The forcing is an ORD length iteration of $Add(\gamma^+, 1)$ at every cardinal $\gamma$ ($\gamma$ is a cardinal in $V^{P_{\gamma}})$, with Easton support. I'll just say here what Easton support is:

1) at regular $\gamma$, $P_{\gamma}$ is the direct limit of $P_{\alpha}$, $\alpha < \gamma$, meaning that for all $p \in P_{\gamma}$ there is a $\beta < \gamma$ such that $p\restriction \beta \in P_{\beta}$ and for all $\xi \ge \beta$, $p(\xi) = 1$

2) otherwise, $P_{\gamma}$ is an inverse limit, meaning for all $p \in P_{\gamma}$, the restriction of $p$ to any smaller cardinal is in that stage of the forcing, and there is no imposition that the coordinates of $p$ be trivial past some smaller stage.

Note that at successor cardinals $\gamma$, $P_{\gamma}$ is automatically a direct limit if we force at cardinal stages.

My question is about forcing at singular cardinal stages. These mathoverflow questions, answers, and the surrounding comments (what goes wrong, definition of easton product), were very helpful to me, but I still have a confusion.

Let me first explain what I do understand regarding forcing the GCH at singular cardinals and then my question.
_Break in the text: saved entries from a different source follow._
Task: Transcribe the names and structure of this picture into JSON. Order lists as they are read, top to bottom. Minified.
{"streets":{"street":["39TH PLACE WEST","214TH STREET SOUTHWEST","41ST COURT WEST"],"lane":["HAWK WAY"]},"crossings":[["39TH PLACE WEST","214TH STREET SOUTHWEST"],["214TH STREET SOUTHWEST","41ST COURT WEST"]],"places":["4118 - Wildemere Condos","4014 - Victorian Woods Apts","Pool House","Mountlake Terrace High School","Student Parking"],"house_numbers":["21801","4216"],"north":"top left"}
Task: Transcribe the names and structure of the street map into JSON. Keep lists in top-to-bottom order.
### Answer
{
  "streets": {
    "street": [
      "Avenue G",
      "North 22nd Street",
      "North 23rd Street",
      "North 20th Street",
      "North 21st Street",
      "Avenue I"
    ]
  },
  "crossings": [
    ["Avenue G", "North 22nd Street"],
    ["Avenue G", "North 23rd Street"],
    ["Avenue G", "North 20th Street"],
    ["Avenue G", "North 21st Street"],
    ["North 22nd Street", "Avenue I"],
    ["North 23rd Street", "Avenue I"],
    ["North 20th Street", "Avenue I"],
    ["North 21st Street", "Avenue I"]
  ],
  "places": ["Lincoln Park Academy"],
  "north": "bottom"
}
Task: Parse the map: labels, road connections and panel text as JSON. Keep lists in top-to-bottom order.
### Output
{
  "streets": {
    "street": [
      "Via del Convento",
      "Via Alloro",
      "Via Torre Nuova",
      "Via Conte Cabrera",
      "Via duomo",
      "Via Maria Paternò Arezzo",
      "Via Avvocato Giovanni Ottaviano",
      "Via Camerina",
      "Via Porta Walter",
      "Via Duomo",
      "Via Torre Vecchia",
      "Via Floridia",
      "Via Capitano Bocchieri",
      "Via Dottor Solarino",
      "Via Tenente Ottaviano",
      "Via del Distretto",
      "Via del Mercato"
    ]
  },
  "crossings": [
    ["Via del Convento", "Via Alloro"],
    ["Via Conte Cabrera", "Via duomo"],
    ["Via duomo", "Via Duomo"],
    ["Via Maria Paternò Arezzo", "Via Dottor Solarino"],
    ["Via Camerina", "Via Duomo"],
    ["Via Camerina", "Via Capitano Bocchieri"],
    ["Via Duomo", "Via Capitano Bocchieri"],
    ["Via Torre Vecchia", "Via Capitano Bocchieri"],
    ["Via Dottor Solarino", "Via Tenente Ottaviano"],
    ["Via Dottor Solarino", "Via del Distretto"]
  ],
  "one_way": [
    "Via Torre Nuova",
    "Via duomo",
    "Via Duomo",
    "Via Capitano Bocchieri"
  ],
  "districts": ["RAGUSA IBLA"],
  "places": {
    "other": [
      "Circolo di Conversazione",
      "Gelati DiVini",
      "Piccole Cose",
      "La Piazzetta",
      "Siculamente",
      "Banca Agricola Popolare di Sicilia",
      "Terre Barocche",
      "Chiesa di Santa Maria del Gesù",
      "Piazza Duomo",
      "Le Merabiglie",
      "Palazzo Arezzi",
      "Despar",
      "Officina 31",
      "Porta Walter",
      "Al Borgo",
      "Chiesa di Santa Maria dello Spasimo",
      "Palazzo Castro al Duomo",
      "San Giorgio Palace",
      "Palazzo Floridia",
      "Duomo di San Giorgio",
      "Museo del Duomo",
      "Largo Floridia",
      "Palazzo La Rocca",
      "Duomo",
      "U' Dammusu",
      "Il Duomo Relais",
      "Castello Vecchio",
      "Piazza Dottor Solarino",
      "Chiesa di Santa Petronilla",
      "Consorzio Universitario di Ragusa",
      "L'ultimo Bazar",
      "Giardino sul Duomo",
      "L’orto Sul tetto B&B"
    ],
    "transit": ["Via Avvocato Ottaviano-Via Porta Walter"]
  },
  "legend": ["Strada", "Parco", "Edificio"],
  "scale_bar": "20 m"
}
Since $\gamma^+$ is regular for all $\gamma$, the important arguments to show that when we factor $P \cong P^{\le \gamma}*P^{> \gamma}$, the first factor satisfies the $\gamma^+$-chain condition and the second is $<\gamma^+$-closed, all go through, whether $\gamma$ is regular or singlular.

However, part of the above claim rests on a $\Delta$-system argument to show that $P^{\le \gamma}$ satisfies the $\gamma^+$-chain condition. And it is here where we use that any condition $p \in P^{\le \gamma}$ has a small domain compared to $\gamma^+$, and so a $\gamma^+$ sized set of domains of conditions in $P^{\le \gamma}$ forms a $\Delta$-system.

What can I say in the case of singular cardinals? How can the $\gamma^+$ sized set of domains of conditions in $P^{\le \gamma}$ form a $\Delta$-system if we used an inverse limit to support the iteration at that stage? Why not impose a direct limit at every stage of forcing?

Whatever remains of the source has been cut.